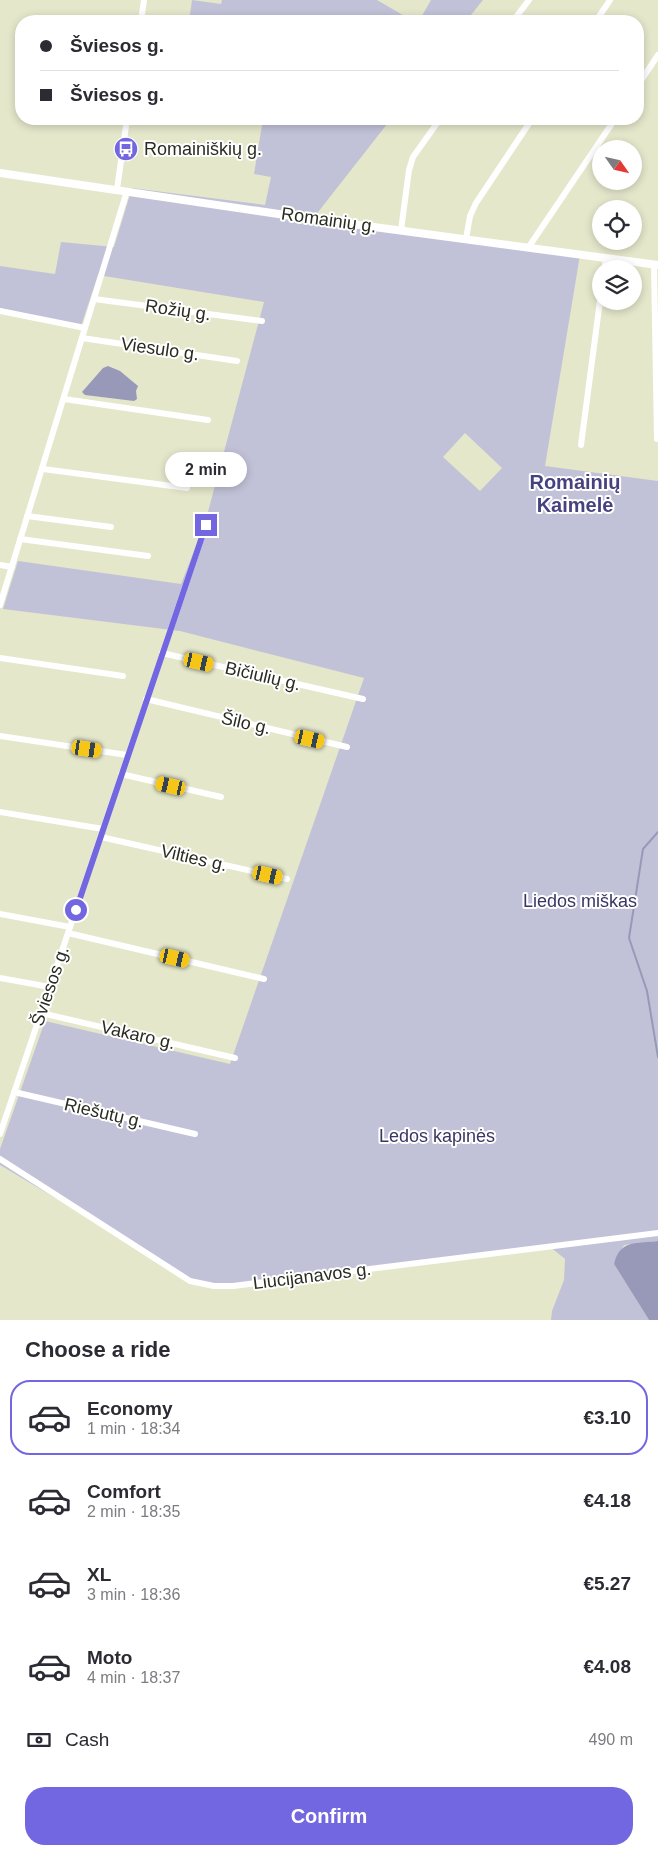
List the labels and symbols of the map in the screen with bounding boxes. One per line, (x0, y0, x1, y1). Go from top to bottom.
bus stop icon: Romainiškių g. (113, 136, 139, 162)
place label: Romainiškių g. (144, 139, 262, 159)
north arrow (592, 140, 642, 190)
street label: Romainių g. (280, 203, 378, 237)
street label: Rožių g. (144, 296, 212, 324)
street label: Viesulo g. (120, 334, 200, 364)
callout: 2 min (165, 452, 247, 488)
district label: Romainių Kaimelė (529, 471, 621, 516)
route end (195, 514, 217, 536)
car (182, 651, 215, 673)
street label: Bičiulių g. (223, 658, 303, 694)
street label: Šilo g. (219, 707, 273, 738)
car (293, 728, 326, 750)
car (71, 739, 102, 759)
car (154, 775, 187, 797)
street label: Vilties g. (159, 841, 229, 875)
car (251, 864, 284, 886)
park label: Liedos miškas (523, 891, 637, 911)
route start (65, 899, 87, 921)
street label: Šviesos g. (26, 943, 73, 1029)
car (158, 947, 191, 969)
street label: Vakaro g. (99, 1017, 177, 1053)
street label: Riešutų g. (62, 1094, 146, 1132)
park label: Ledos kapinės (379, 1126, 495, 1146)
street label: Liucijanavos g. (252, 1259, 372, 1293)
....
Task goal:
From the first line to the last, copy the listing above exactly, dropping all images.

Solution below:
List the labels and symbols of the map in the screen with bounding boxes. One per line, (x0, y0, x1, y1). Go from top to bottom.
bus stop icon: Romainiškių g. (113, 136, 139, 162)
place label: Romainiškių g. (144, 139, 262, 159)
north arrow (592, 140, 642, 190)
street label: Romainių g. (280, 203, 378, 237)
street label: Rožių g. (144, 296, 212, 324)
street label: Viesulo g. (120, 334, 200, 364)
callout: 2 min (165, 452, 247, 488)
district label: Romainių Kaimelė (529, 471, 621, 516)
route end (195, 514, 217, 536)
car (182, 651, 215, 673)
street label: Bičiulių g. (223, 658, 303, 694)
street label: Šilo g. (219, 707, 273, 738)
car (293, 728, 326, 750)
car (71, 739, 102, 759)
car (154, 775, 187, 797)
street label: Vilties g. (159, 841, 229, 875)
car (251, 864, 284, 886)
park label: Liedos miškas (523, 891, 637, 911)
route start (65, 899, 87, 921)
street label: Šviesos g. (26, 943, 73, 1029)
car (158, 947, 191, 969)
street label: Vakaro g. (99, 1017, 177, 1053)
street label: Riešutų g. (62, 1094, 146, 1132)
park label: Ledos kapinės (379, 1126, 495, 1146)
street label: Liucijanavos g. (252, 1259, 372, 1293)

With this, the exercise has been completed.